En la chimenea lucía un alegre fuego y un enorme puchero cocía sin prisa sobre la vieja cocina de leña. Fuera, el sol parecía haberse escondido y unas oscuras nubes presagiaban otra noche de nieve.
—Vamos a extrañarla —murmuró la mujer—. Y usted sabe que las cosas no han sido fáciles entre nosotras.
—No, no lo han sido —dijo suavemente la bibliotecaria.
—No me gustan los cambios, nunca me han gustado. Y si le digo la verdad —la cocinera echó una furtiva mirada al puchero—, tampoco me gusta ver mujeres nuevas en la casa. Cada una hace las cosas a su manera y bien sabe Dios que con los años es difícil cambiar.
La señorita Prim sonrió con dulzura.
—Lo entiendo perfectamente, señora Rouan. Y quisiera pedirle disculpas por todas las veces que haya podido ser molesta o poco delicada con usted.
La cocinera sonrió a su vez y alargó una de sus viejas y gruesas manos para dar unas palmaditas en la mano de la señorita Prim.

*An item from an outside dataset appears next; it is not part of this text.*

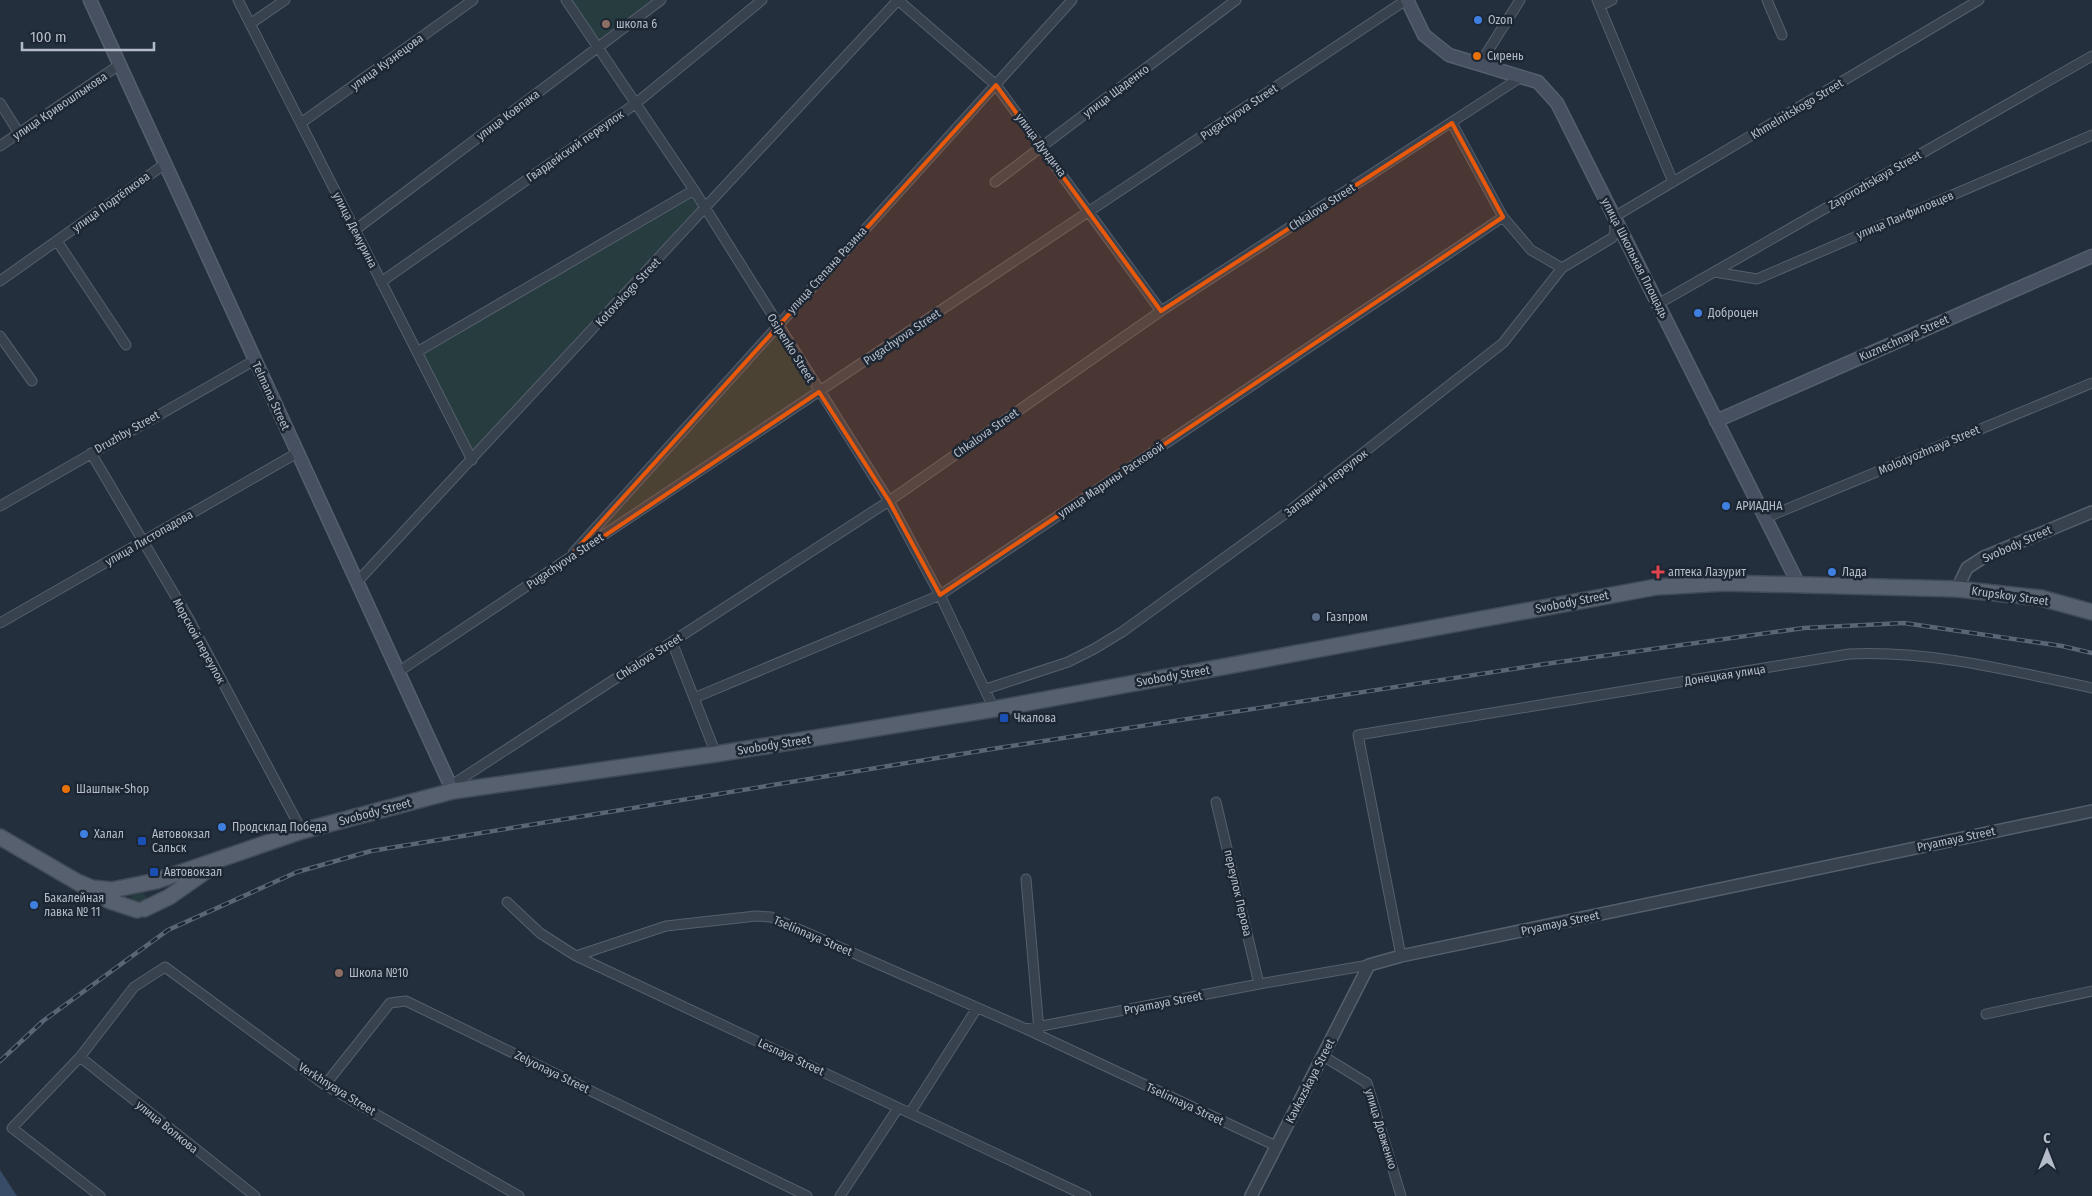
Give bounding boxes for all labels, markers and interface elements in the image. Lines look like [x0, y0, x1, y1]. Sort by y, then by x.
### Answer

—Oh, las dos hemos sido bien cabezotas, señorita. Yo no soy una mujer fácil, no lo he sido nunca. Y estoy acostumbrada a que las cosas funcionen a mi manera. La madre del señor, por ejemplo, también con ella tuve mis más y mis menos al principio.

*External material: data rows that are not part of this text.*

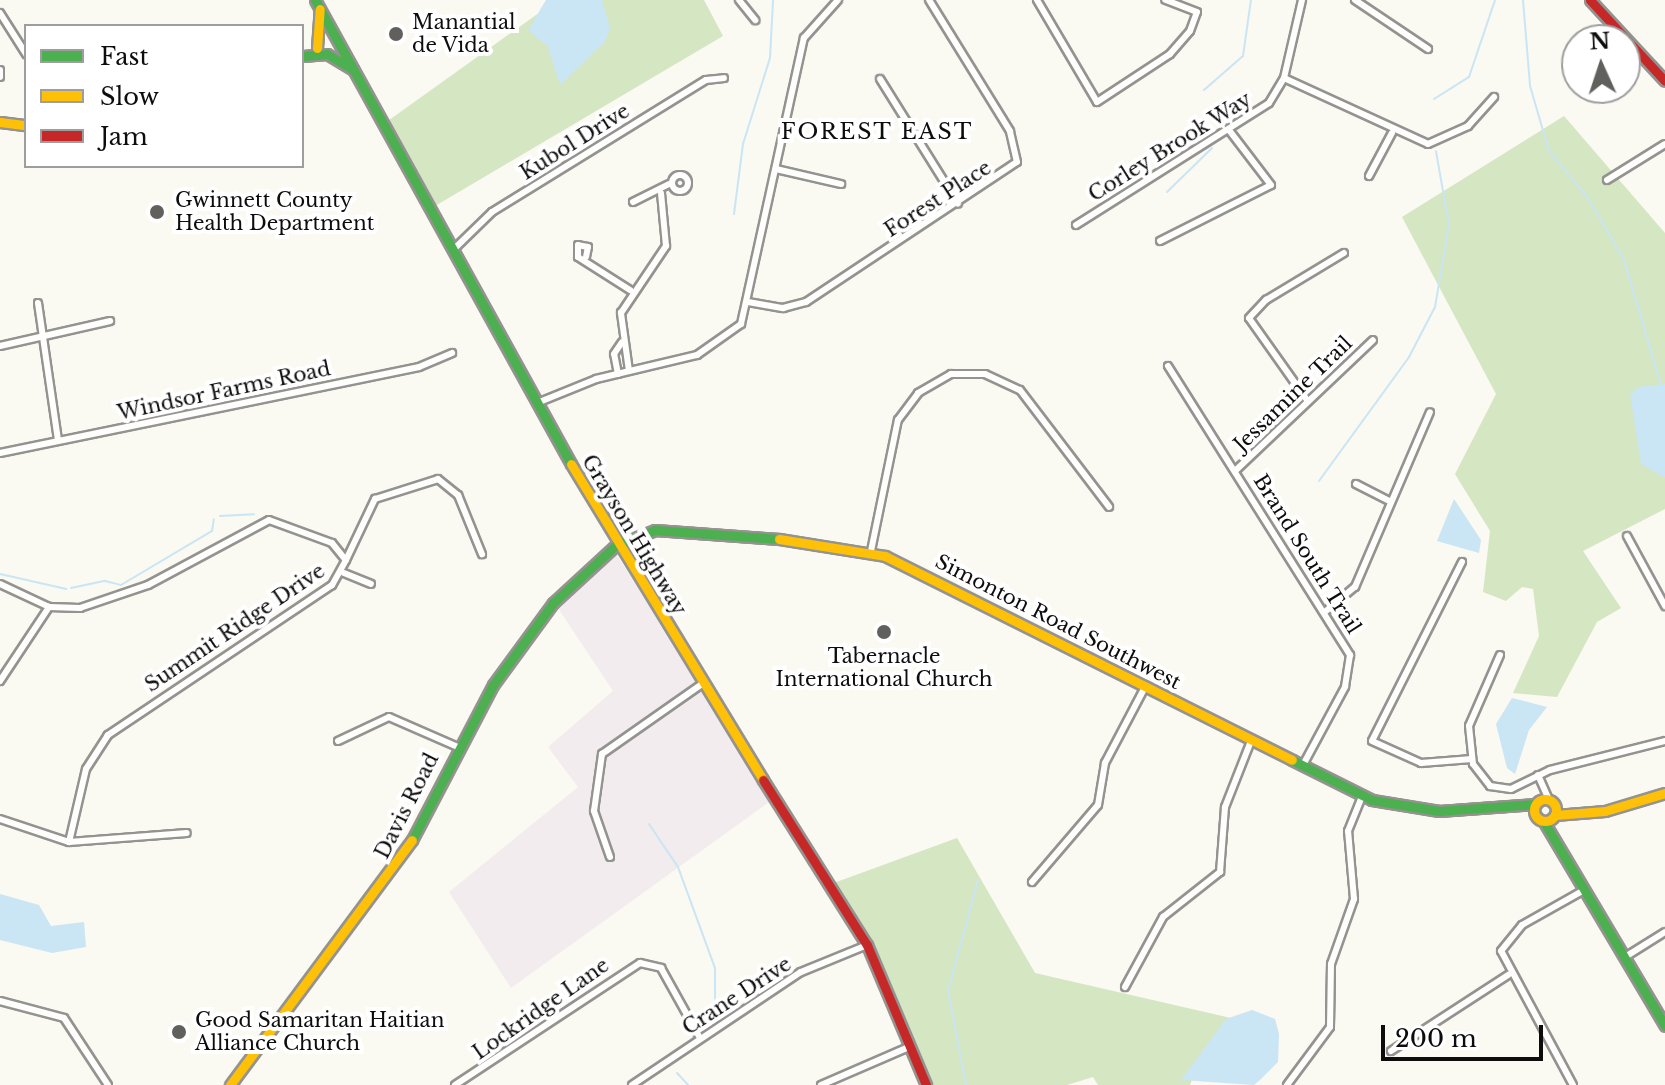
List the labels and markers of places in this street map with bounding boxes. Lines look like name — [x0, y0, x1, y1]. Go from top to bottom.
place label: Manantial de Vida — [412, 10, 515, 57]
marker: Manantial de Vida — [387, 25, 405, 43]
place label: Gwinnett County Health Department — [175, 188, 374, 235]
marker: Gwinnett County Health Department — [146, 201, 168, 223]
marker: Tabernacle International Church — [875, 623, 893, 641]
place label: Tabernacle International Church — [775, 644, 993, 691]
place label: Good Samaritan Haitian Alliance Church — [195, 1008, 444, 1055]
marker: Good Samaritan Haitian Alliance Church — [170, 1023, 188, 1041]

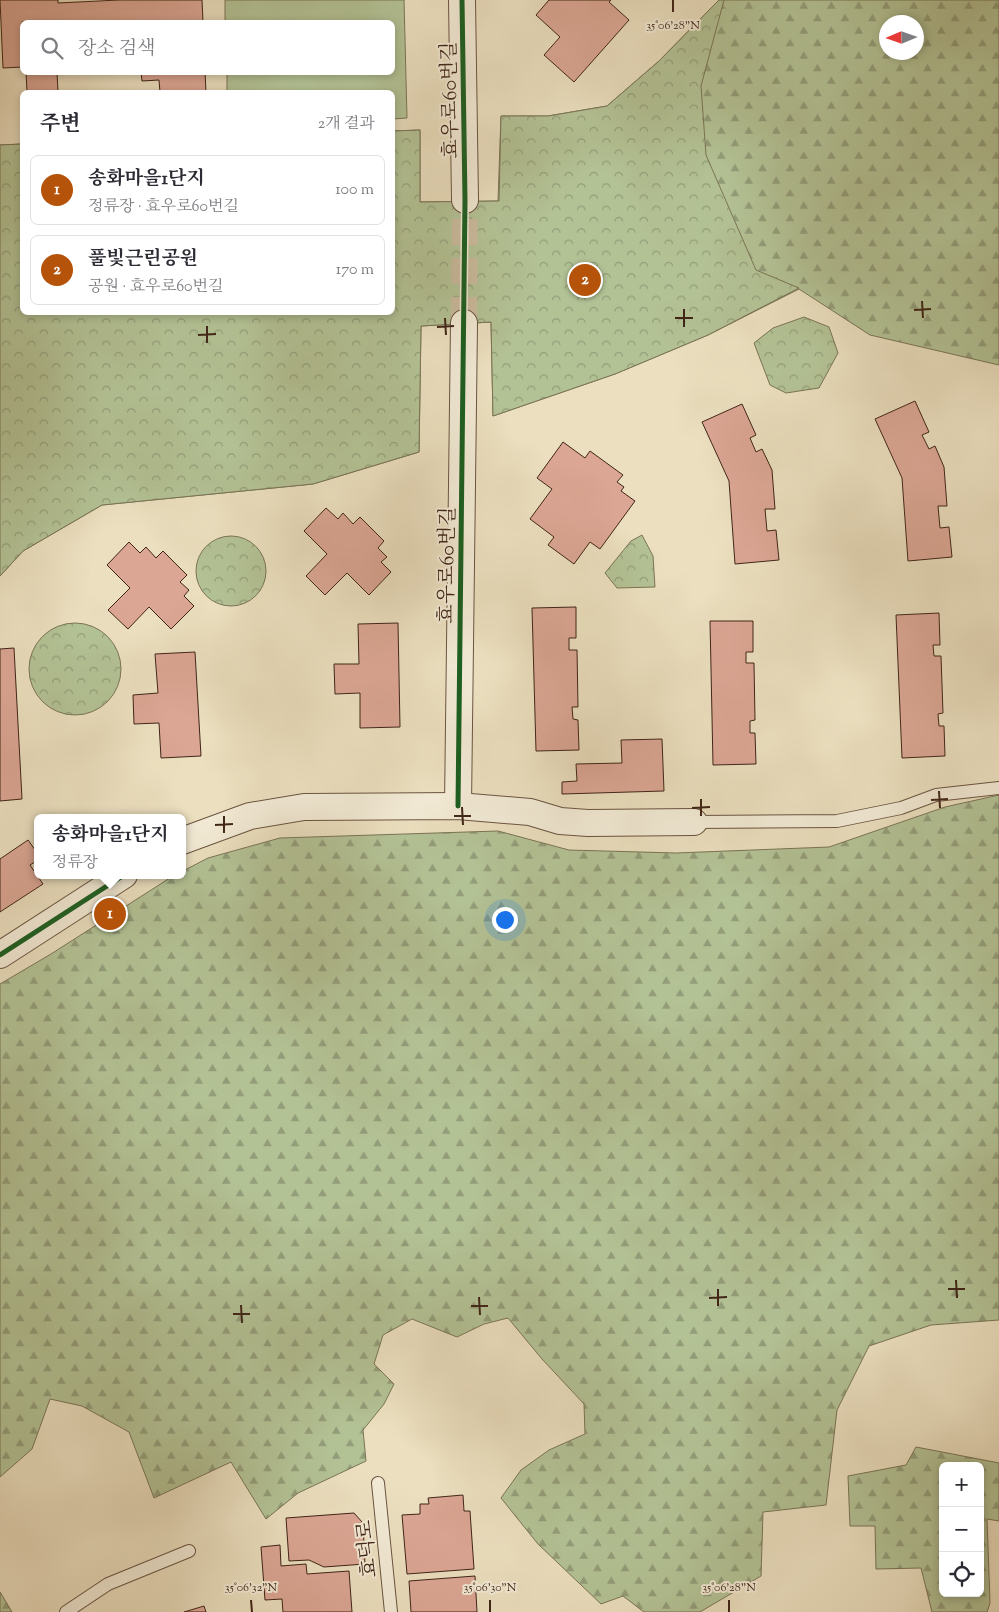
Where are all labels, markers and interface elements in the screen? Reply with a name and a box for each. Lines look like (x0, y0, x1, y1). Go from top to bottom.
north arrow (879, 15, 924, 60)
text: 35°06'28"N (646, 17, 700, 35)
search box (20, 20, 395, 75)
icon: search (38, 34, 66, 62)
text: 장소 검색 (78, 36, 155, 63)
street label: 효우로60번길 (436, 41, 467, 159)
text: 주변 (40, 110, 81, 140)
text: 2개 결과 (318, 113, 375, 136)
text: 송화마을1단지 (88, 166, 205, 193)
text: 1 (54, 179, 60, 202)
text: 100 m (335, 179, 374, 202)
text: 정류장 · 효우로60번길 (88, 196, 239, 219)
text: 풀빛근린공원 (88, 246, 198, 273)
text: 2 (53, 259, 61, 282)
text: 170 m (336, 259, 374, 282)
pin: 2 (569, 261, 601, 299)
text: 공원 · 효우로60번길 (88, 276, 223, 299)
street label: 효우로60번길 (433, 506, 464, 624)
popup (34, 814, 186, 879)
text: 송화마을1단지 (52, 822, 168, 849)
text: 정류장 (52, 852, 98, 875)
pin: 1 (94, 895, 126, 933)
your location (492, 907, 518, 933)
map controls (939, 1462, 984, 1597)
button: + (939, 1462, 984, 1507)
button: − (939, 1507, 984, 1552)
street label: 효덕로 (351, 1518, 386, 1579)
button: locate (939, 1552, 984, 1597)
text: 35°06'32"N (225, 1579, 278, 1597)
text: 35°06'30"N (464, 1579, 517, 1597)
text: 35°06'28"N (702, 1579, 756, 1597)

—¿De verdad? —preguntó la bibliotecaria mientras intentaba sin éxito imaginar a la madre de su jefe discutiendo sus puntos de vista con la cocinera.
—Claro que ella es una vieja dama, conoce el servicio. Sabe que la cocinera es el corazón de la casa y que es mejor llevarse bien con ella. Pero no es una mujer fácil, desde luego —y bajando la voz hasta convertirla casi en un susurro, añadió—: ¿sabía usted que es medio alemana?
—Austríaca.
—Es la misma cosa. El primer día que la conocí me pidió que preparase un
strudel
. Le dije que me parecía muy bien y que no había ningún problema. Siempre he hecho
strudel
para los niños. Ah, no, pero no era un
strudel
lo que ella quería, no un
strudel normal
. Ella quería un
topfenstrudel
. ¿Sabe usted por casualidad lo que es un
topfenstrudel
?
La señorita Prim aseguró que nunca había oído mencionar un nombre semejante.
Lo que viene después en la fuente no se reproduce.